Les trésors de l'atelier d'Isabelle Boulay

Un album de diamant

«On m'a remis cette sculpture pour célébrer le million d'albums vendus en France de Mieux qu'ici-bas. On s'est rendus à 1,6 million au final! Je trouve cet objet très beau. On dirait des marches qu'on monte à l'infini, mais qui partent d'un socle solide. Il y a une très belle symbolique, comme une quête qui ne finit jamais. Je crois que dans la vie, on ne peut atteindre le succès que si on est bien ancré dans le réel.»

Premiers pas

«C'est le prix d'interprétation de la chanson de Granby que j'ai remporté en 1991. J'avais chanté Amsterdam de Brel et Naufrage de Gilbert Langevin et Dan Bigras. Ce dont je me souviens le plus de mes participations au festival, c'est d'y avoir rencontré Dédé Fortin. Je me souviens très bien qu'à partir de ce moment, je notais dans mon calendrier les dates de concert des Colocs et je m'arrangeais toujours pour revenir au Québec à cette période-là. Dédé me touchait et m'impressionnait beaucoup.»

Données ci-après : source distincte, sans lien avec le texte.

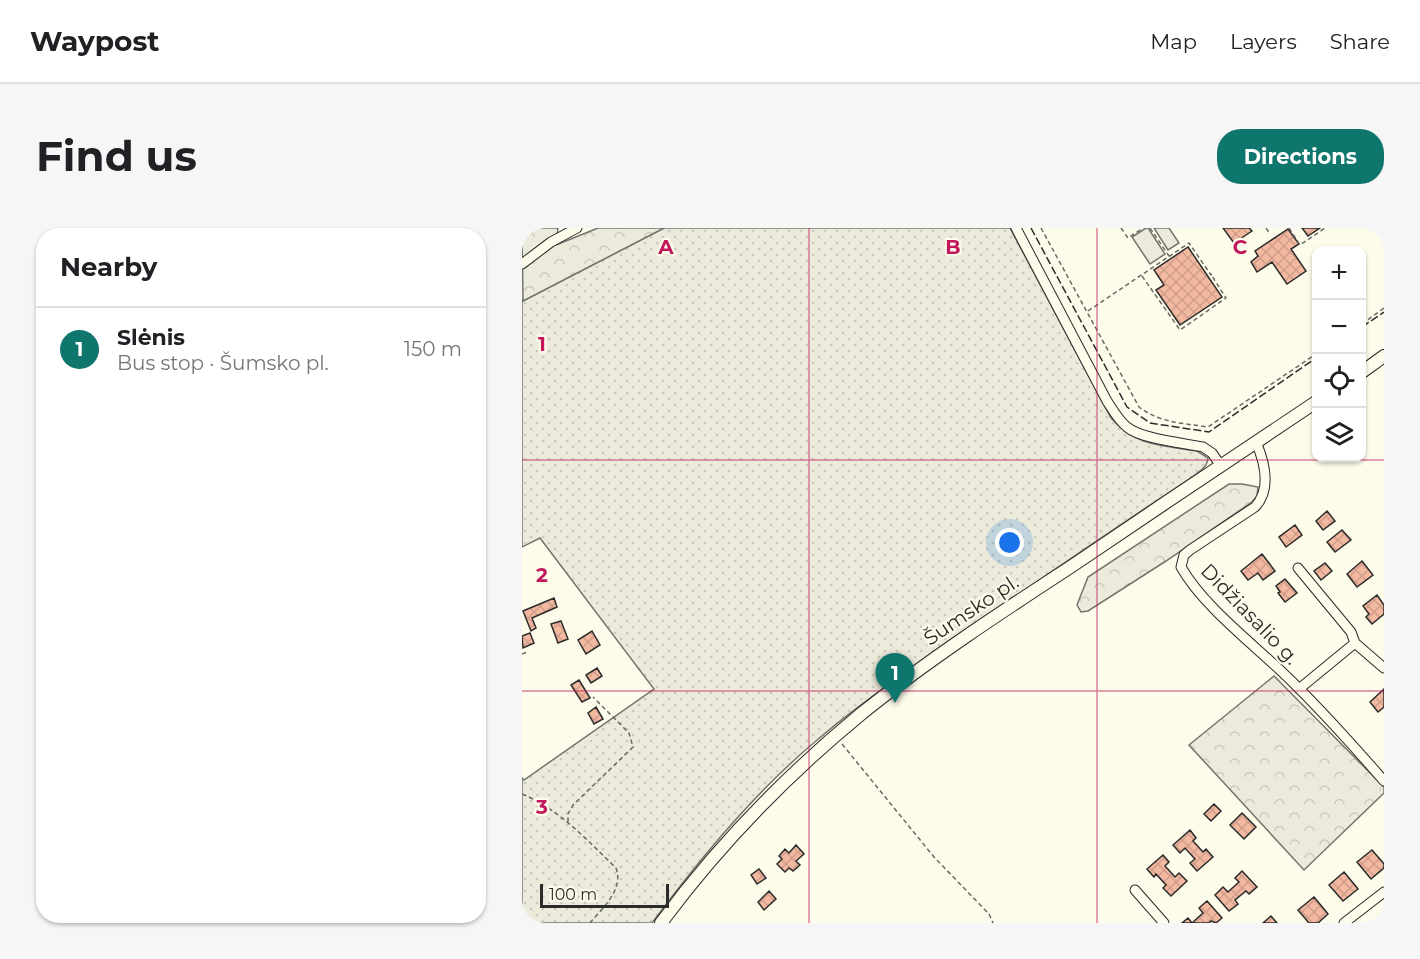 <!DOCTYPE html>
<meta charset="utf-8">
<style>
body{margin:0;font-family:Montserrat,sans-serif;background:#f6f6f6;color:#202124}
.controls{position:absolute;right:18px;top:18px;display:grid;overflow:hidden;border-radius:12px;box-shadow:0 2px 4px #0004}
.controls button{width:54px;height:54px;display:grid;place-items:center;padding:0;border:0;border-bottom:2px solid #e0e0e0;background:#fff;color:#202124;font:30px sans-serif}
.scale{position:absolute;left:18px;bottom:15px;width:129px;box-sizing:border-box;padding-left:6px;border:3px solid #2b2b2b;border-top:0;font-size:16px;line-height:21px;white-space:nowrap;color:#2b2b2b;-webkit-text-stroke:4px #fdfbea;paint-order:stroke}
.you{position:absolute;left:488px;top:315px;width:21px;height:21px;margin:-15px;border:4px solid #fff;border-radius:50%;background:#1a73e8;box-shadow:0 0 0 9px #1a73e833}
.badge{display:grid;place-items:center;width:39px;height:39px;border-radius:50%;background:#0f766e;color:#fff;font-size:20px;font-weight:700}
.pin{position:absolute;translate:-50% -50px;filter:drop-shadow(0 2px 3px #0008)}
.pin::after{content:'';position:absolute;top:32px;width:21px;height:18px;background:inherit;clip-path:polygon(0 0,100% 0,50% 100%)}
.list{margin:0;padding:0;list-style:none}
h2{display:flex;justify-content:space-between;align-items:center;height:78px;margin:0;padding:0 24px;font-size:26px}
h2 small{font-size:20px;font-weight:400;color:#757577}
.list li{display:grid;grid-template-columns:39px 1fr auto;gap:18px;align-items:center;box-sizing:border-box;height:84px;padding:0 24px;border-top:2px solid #e0e0e0}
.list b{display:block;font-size:22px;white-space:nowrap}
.list p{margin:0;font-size:20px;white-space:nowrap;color:#757577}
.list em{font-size:20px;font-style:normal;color:#757577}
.icon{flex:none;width:33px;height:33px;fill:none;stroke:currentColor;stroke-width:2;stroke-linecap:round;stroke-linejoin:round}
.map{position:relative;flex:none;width:862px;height:695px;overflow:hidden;border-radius:24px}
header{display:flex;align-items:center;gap:36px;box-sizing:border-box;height:84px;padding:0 30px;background:#fff;border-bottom:2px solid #e0e0e0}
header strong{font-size:28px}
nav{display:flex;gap:33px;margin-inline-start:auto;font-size:21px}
.intro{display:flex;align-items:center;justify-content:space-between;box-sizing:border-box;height:144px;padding:0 36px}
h1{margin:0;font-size:42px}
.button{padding:15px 27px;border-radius:24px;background:#0f766e;color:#fff;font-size:21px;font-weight:700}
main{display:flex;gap:36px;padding:0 36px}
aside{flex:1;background:#fff;border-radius:24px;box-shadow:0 2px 4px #0004}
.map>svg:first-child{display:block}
.grass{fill:url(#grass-dots);stroke:#74746e;stroke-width:1.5}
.forest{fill:url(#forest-crowns);stroke:#74746e;stroke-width:1.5}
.garden{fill:#ecebdb;stroke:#74746e;stroke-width:1.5}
.building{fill:url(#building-cross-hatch);stroke:#2b2b2b;stroke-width:1.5}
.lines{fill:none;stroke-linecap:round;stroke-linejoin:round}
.minor-casing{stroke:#2b2b2b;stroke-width:11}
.major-casing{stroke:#2b2b2b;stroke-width:14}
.path{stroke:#6a6964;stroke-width:1.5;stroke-dasharray:4.5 3;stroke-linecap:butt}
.minor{stroke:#fdfbea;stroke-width:9}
.major{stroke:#fdfbea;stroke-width:12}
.fence{stroke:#2b2b2b;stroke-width:1.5;stroke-dasharray:8 3;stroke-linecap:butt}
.grid{fill:none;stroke:#c2185b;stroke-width:1.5;stroke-opacity:0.55}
.labels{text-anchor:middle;stroke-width:4.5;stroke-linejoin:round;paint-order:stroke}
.street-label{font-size:20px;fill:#2b2b2b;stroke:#fdfbea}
.grid-label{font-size:20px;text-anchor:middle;font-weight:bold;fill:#c2185b;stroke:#fdfbea;stroke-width:4.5;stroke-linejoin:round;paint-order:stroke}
</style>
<header>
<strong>Waypost</strong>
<nav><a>Map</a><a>Layers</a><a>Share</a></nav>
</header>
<div class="intro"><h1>Find us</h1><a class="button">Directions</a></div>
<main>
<aside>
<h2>Nearby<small></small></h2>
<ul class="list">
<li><span class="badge">1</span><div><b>Slėnis</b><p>Bus stop · Šumsko pl.</p></div><em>150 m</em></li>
</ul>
</aside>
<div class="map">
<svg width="862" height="695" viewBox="0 0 862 695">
<defs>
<pattern id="grass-dots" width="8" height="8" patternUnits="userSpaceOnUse" patternTransform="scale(1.5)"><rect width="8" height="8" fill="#ecebdb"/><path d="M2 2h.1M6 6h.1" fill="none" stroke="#cbcabc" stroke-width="1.8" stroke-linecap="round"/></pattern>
<pattern id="forest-crowns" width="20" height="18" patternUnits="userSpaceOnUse" patternTransform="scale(1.5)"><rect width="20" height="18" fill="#ecebdb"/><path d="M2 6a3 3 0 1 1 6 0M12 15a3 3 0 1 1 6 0" fill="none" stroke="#cbcabc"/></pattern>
<pattern id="building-cross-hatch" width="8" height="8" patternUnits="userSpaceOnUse" patternTransform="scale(1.5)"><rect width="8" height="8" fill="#f2b8a0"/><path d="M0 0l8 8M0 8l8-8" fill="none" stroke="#d09e8a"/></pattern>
</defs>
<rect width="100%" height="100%" fill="#fdfbea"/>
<path class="grass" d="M142,0H488L589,190C615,219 639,217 675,223L686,230C685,241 675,245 667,251C583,307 500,363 418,421C376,450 333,479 294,513C235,562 176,633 130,695H0V550L2,552L132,461L18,310L0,319V71L1,73Z"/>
<path class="forest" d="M0,0H36L34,17L76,0H142L1,73Z
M707,256H720L736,259L735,268L730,274L644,333L566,383L559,384L555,377L566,349Z
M752,448L862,559V565L782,642L667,517Z"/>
<path class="garden" d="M624,0H626L643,26L628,36L610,9Z
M632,0H647L657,15L646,22Z"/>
<path class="building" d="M701,0H727L730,3L712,15Z
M780,0H798L786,8Z
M766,1L777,16L769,21L784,43L765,56L750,34L735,44L729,34L736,28L733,23Z
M666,19L700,69L658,97L634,62L642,57L632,42Z
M805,283L813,293L801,302L794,293Z
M773,297L780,307L764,319L757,309Z
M820,302L829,312L813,324L805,314Z
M740,326L753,343L741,352L736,345L726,352L719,343Z
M840,333L851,347L835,359L825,346Z
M803,335L810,343L799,352L792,343Z
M763,351L775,365L763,374L756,365L758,364L754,358Z
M855,367L862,377V386L850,396L844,389L847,386L841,378Z
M32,370L35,379L10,390L14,400L9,403L1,383Z
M39,393L46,411L36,415L29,396Z
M70,403L78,417L64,426L56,412Z
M8,405L12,415L1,420L0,408Z
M75,440L80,448L69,455L64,447Z
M57,452L68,470L60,474L49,457Z
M862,461V479L856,484L848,474Z
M74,479L81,491L72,496L66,485Z
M692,576L699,583L689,593L682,586Z
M720,585L734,599L722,611L708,597Z
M668,602L674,610L671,613L681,624L684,621L691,629L675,643L668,635L673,631L663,620L658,625L651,617Z
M274,617L282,626L274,633L278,637L271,643L267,640L263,644L255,636L260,631L257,628L263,621L267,625Z
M850,622L862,636V640L849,651L835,634Z
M641,627L647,634L643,638L653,649L657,645L665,653L649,668L641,660L644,657L634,646L632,649L625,641Z
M237,641L244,650L235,656L229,647Z
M720,643L735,659L727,666L724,663L713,672L716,676L707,683L693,667L701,659L706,664L717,654L713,650Z
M822,644L836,661L821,673L807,657Z
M247,663L254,671L242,682L236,674Z
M792,669L806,686L796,695H787L776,682Z
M685,673L700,690L694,695L689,693L687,695H660L666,690L670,695L681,685L677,680Z
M749,688L755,695H741Z"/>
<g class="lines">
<g class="minor-casing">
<path id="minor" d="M494,0L585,173C591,182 596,192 605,199C619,211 662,215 681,219L690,225L699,238
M0,36L29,14L55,0
M734,214C743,235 750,261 733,279L668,322L662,327L659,339C680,376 726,412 758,442C794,476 829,515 862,553
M776,340L829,404L833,415
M777,461L833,415L862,440
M613,662L642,695
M822,695L862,664"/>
</g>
<g class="major-casing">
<path id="major" d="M840,144L862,128
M139,695C196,618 265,547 339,486C406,432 478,385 550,338C631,283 713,228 794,174"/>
</g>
<path class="path" d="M519,0L617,179C638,195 660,195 686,199L794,126
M599,0L606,10L621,0
M628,0L647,28
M744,0L748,6
M767,0L778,17L803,0
M620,48L658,102L704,70L690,48
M566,83L667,15L689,47L692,44
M840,96L862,80
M0,426L5,424
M320,516L412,629L467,686L471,695
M0,566C37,581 65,612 94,640C102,662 81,679 68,695
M46,594V586L51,577L111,519L107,505L71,469"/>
<use href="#minor" class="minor"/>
<use href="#major" class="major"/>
<path class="fence" d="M509,0L605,179L628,195L687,204L794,130
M840,99L862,84"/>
</g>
<path class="grid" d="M287,0V695M575,0V695M0,232H862M0,463H862"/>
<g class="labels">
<g class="street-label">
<text transform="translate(449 382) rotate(-34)" y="7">Šumsko pl.</text>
<text transform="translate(728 386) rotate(46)" y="7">Didžiasalio g.</text>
</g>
</g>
<g class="grid-label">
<text x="144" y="26">A</text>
<text x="431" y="26">B</text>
<text x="718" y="26">C</text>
<text x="20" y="123">1</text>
<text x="20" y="354">2</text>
<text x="20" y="586">3</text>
</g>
</svg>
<div class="controls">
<button>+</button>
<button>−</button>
<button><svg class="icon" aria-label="locate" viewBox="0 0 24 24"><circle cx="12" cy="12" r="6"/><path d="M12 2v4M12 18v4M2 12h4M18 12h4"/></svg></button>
<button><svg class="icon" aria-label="layers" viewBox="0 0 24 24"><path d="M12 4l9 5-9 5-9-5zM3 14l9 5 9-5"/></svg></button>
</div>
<div class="scale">100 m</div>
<div class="you"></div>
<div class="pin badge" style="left:373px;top:475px">1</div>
</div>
</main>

À la conquête de la France

«J'avais gagné deux trophées aux 16es victoires de la musique [Album découverte et Artiste découverte de l'année]. C'était symbolique pour moi d'avoir un prix comme celui-ci. Ce n'était pas rien! C'est la première marque d'affection de l'industrie et du public français. Réussir outre-Atlantique venait au bout d'une somme assez importante de travail. Ma mère écoutait beaucoup de variété française et j'ai commencé à rêver de la France très jeune. Je suis un peu la plus française des petites Québécoises. Ce prix célébrait donc un peu mon enfance aussi.»

Un rêve de petite fille

«C'est une robe de Christian Lacroix que j'ai portée pendant toute la tournée de Nos lendemains. Il m'a tellement fait rêver! C'est un grand artisan de la mode française. Avant de le rencontrer, il m'a ouvert les portes de son atelier. Je pouvais aller choisir toutes les tenues que je voulais. Il m'a habillée pendant presque 10 ans. Ma mère était couturière et m'a fait ma robe de finissante. Porter du Christian Lacroix était un rêve de petite fille pour moi.»

Souvenir de Starmania

«J'ai subtilisé cette robe qui appartient à la production de Starmania! Je voulais un souvenir de mon passage dans cette comédie musicale. De toute manière, elle n'aurait fait à personne d'autre que moi et il en existe une autre! Cette robe est importante, car quand j'étais étudiante au cégep de Limoilou, j'écoutais beaucoup le disque de Starmania. Le personnage dont je me sentais le plus proche à 16 ans était Marie-Jeanne. J'avais passé trois auditions et je me souviens très bien de m'être retrouvée sur la galerie de la maison de Plamondon à Outremont et de lui avoir pris les deux mains en disant: "Donne-moi le rôle, je t'en supplie, tu ne seras jamais déçu." J'ai voulu garder un souvenir de cette deuxième peau dans laquelle j'ai vécu pendant presque trois ans.»

Pour l'amour de Johnny

«Johnny est une icône, une idole. Je le croisais à la salle de sport quand j'étais à Paris pour Starmania et quand il entrait, il y avait une sorte de silence. Je n'ai jamais osé l'aborder. J'ai fait l'Olympia et son associé en restauration Claude Bouillon l'a amené me voir. Johnny est descendu dans ma loge et m'a demandé si je voulais aller chanter avec lui pour son 60e anniversaire au Parc des Princes. La photo a été prise pendant la tournée des stades avec lui en 2003. Je n'ai jamais vu une tournée aussi grandiose!»

Photo Martin Chamberland, La Presse

Une sculpture a été remise à Isabelle Boulay pour célébrer le million d'albums vendus en France de Mieux qu'ici-bas.